Getting Around Gatlinburg
The best way to get around Gatlinburg is on foot and by trolley. The city of Gatlinburg is easily walkable and the inexpensive trolley that operates 365 days a year offers service to nearby attractions. However, you'll need a car to take advantage of the scenic driving loops or to access areas of the national park that aren't within walking distance. McGhee Tyson Airport (TYS) outside of Knoxville, Tennessee, is about 40 miles west of Gatlinburg and offers several rental car options. Taxi, shuttle or limo service to and from the airport will be pricey because of the distance. Uber does service the airport, but a ride to Gatlinburg will likely be pricey.
|On Foot||Downtown Gatlinburg is designed for pedestrians with a parkway that runs from end-to-end and a charming River Walk along the Little Pigeon River. You can also access the national park trails from three points in the downtown area along Highway 441.|
The Gatlinburg Trolley operates 365 days a year and offers seven color-coded routes with more than 100 stops throughout the city and surrounding areas, including the national park and nearby town of Pigeon Forge, Tennessee. The trolley runs daily from 8:30 a.m. to midnight May through October. During the winter from November through February, the trolley runs from 10:30 a.m. to 6 p.m. Sunday through Thursday and 10:30 a.m. to 10 p.m. on Fridays and Saturdays. In March and April, the trolley operates from 10:30 a.m. to 10 p.m. Fares range from 50 cents to $2, depending on the route.
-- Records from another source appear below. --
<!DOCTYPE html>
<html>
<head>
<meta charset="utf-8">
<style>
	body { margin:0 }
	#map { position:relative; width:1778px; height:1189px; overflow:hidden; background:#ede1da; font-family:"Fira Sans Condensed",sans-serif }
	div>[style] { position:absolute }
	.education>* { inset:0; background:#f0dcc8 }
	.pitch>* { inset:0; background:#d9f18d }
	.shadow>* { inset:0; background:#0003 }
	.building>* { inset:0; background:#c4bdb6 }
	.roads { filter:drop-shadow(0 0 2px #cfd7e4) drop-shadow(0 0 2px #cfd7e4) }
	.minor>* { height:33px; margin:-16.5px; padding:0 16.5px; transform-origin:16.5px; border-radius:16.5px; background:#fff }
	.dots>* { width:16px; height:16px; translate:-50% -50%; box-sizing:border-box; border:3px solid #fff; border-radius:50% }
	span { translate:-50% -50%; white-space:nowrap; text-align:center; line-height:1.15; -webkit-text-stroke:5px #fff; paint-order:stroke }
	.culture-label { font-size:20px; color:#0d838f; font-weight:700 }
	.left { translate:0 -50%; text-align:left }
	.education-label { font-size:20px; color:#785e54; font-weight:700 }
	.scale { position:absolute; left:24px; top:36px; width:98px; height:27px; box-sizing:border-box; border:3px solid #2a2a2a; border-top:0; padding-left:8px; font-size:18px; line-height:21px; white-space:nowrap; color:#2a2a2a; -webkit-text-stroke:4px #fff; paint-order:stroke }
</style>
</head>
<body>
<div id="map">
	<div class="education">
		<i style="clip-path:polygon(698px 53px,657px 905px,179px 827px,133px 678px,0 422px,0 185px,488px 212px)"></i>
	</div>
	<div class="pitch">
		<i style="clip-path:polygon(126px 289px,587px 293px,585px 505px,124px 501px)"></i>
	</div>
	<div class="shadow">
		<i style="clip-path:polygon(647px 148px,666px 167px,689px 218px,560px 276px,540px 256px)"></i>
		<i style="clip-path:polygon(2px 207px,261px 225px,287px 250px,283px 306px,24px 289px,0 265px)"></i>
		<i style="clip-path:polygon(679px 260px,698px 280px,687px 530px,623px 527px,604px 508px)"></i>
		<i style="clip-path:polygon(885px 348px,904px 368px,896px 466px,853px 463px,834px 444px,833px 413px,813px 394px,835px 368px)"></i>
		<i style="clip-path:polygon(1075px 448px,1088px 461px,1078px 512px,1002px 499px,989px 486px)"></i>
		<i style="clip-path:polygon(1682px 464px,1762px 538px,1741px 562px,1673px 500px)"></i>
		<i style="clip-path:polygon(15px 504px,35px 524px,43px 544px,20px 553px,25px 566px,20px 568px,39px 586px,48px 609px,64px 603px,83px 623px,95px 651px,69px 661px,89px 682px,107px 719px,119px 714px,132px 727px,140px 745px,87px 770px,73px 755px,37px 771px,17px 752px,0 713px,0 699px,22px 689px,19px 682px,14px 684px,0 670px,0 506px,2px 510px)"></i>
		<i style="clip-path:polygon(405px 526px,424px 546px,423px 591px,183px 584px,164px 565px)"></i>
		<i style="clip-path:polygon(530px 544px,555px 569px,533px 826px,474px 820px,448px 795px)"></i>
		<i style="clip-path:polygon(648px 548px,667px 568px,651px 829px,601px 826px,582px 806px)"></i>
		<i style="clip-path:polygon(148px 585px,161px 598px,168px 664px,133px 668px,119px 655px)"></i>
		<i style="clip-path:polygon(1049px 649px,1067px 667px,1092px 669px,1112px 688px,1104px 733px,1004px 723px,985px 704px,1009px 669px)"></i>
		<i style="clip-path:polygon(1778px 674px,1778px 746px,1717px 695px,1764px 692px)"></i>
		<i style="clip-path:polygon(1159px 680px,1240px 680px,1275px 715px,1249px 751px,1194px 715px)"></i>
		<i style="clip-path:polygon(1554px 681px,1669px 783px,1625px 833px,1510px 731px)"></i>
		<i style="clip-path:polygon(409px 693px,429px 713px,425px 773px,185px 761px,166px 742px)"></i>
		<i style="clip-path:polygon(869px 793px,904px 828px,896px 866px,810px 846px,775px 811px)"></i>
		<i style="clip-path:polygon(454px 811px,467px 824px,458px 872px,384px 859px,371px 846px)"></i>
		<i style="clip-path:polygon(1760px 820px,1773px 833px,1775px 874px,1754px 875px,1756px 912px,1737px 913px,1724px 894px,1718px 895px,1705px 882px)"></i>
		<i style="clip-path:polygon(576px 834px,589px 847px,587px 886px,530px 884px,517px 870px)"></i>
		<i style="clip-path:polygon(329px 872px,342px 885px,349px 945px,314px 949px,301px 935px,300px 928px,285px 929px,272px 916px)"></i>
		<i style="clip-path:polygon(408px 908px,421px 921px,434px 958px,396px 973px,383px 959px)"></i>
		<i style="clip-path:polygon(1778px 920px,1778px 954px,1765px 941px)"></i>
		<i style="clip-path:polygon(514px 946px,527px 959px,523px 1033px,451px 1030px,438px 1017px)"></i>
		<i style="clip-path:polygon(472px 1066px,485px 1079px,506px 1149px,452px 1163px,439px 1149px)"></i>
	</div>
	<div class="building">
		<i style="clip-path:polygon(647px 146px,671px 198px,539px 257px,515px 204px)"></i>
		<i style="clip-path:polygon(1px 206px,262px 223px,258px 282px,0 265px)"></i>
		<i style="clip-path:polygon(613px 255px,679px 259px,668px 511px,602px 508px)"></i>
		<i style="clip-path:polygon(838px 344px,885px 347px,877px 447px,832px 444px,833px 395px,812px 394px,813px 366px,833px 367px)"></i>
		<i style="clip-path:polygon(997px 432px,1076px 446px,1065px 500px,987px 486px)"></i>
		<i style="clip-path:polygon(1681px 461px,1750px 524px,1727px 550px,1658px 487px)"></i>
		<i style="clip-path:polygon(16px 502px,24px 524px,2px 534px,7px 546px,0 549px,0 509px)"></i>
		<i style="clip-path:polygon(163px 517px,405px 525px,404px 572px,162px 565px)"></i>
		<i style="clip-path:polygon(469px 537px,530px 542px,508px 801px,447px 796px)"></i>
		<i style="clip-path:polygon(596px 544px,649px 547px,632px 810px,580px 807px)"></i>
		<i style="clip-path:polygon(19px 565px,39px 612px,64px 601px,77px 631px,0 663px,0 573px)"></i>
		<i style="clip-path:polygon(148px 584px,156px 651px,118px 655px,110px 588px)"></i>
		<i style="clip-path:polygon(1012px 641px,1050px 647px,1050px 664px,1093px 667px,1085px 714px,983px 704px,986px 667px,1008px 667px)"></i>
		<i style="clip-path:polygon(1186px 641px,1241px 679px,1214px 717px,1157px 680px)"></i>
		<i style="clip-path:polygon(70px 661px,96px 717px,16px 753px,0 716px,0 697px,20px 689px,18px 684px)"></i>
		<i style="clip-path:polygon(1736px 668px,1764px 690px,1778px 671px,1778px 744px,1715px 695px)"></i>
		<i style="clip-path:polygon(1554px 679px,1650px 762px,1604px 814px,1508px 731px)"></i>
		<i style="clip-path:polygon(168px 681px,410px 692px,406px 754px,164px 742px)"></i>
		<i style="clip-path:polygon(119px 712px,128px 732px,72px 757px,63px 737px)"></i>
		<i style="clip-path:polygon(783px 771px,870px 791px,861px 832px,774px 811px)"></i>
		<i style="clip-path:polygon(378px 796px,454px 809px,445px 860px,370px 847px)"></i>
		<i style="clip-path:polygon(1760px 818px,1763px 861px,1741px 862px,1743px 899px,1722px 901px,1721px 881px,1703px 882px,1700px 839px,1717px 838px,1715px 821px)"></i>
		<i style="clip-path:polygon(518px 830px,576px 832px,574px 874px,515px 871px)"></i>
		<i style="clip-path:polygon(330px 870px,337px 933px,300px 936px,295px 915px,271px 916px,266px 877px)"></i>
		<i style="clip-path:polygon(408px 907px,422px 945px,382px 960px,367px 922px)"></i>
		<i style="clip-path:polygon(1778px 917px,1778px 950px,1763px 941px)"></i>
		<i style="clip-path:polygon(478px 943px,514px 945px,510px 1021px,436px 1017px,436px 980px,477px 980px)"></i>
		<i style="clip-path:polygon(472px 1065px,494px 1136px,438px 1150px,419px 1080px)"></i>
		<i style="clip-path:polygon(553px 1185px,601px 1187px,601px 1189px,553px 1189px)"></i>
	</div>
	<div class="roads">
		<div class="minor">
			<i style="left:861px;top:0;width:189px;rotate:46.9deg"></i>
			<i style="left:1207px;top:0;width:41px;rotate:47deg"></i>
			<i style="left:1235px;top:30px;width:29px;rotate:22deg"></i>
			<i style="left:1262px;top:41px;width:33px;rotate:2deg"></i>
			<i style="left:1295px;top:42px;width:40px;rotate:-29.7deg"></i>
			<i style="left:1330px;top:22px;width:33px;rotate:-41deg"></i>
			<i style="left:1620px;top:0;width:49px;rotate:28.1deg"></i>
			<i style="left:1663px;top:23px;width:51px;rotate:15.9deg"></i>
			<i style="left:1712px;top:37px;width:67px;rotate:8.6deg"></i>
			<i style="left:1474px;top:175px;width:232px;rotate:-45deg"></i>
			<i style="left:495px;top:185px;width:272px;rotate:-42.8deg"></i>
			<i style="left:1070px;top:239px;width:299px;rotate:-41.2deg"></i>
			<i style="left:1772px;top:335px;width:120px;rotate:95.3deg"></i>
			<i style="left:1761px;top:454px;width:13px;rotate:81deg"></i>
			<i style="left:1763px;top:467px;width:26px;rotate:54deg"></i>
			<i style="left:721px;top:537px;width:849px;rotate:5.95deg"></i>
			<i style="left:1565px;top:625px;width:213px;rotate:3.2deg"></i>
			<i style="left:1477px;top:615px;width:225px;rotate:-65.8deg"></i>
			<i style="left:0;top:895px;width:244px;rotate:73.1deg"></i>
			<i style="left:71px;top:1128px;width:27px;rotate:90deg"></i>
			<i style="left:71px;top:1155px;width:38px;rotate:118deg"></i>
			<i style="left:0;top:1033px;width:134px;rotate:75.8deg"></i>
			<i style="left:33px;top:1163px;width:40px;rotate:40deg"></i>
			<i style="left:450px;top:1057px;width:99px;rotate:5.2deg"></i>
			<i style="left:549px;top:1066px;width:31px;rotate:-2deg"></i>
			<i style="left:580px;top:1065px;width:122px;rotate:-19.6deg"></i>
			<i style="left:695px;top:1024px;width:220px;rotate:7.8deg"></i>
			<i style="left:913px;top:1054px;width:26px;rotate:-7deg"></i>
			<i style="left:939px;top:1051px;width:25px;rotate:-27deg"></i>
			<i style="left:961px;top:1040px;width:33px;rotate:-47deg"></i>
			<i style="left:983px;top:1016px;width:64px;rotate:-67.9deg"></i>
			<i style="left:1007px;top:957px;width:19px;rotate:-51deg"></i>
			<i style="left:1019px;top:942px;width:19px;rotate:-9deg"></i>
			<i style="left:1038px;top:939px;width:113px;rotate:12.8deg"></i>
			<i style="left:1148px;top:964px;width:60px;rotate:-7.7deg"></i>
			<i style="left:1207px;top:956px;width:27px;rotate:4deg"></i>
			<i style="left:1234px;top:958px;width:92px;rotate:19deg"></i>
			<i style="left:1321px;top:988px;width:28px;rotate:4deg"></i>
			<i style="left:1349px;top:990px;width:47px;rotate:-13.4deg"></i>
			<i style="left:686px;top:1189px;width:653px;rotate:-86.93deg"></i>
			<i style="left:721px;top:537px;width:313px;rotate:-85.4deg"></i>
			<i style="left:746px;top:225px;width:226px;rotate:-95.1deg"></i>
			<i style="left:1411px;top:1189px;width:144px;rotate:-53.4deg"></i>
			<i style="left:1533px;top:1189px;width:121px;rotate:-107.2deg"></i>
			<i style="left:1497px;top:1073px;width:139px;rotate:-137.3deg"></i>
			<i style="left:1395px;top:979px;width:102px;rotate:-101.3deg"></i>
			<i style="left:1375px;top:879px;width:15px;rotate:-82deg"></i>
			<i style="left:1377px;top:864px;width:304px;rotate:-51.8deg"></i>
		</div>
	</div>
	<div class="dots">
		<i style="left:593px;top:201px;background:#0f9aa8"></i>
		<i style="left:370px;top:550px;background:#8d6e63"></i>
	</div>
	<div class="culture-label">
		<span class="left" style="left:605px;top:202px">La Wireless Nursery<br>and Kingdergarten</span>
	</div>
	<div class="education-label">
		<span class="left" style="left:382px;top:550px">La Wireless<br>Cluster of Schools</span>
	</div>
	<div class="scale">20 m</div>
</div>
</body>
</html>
You can also buy an unlimited access pass that allows you to hop on and off the Red, Blue, Purple, Yellow and Green Trolley routes for $2. Passes can be purchased at city welcome centers, as well as at city hall and the Mass Transit Center, plus several Gatlinburg lodging facilities. During peak summer months from mid-June to mid-August, the trolley offers a free parkway route that runs the length of the Downtown Parkway from 10 a.m. to 10 p.m. daily.
If you plan to fully explore the national park, enjoy the scenic drives and visit the surrounding area, you'll need to bring or rent your own set of wheels. There is one car rental agency in nearby Sevierville, Tennessee (about 14 miles north of Gatlinburg), but your best bet is to book a car at McGhee Tyson Airport. While there are parking garages and decks in the city, during peak seasons (summer and the month of October) and on weekends, available spaces can be limited in the city and on popular park routes like Cades Cove and the Roaring Fork Motor Trail.
Although you'll mostly likely use the trolley system for getting around downtown and the immediate area, you may need to rely on one of the local taxi companies if you're visiting during the winter season when the trolley has a limited schedule or for late-night dining and entertainment. Plan to call ahead for a taxi as it may be difficult to flag one down on the street.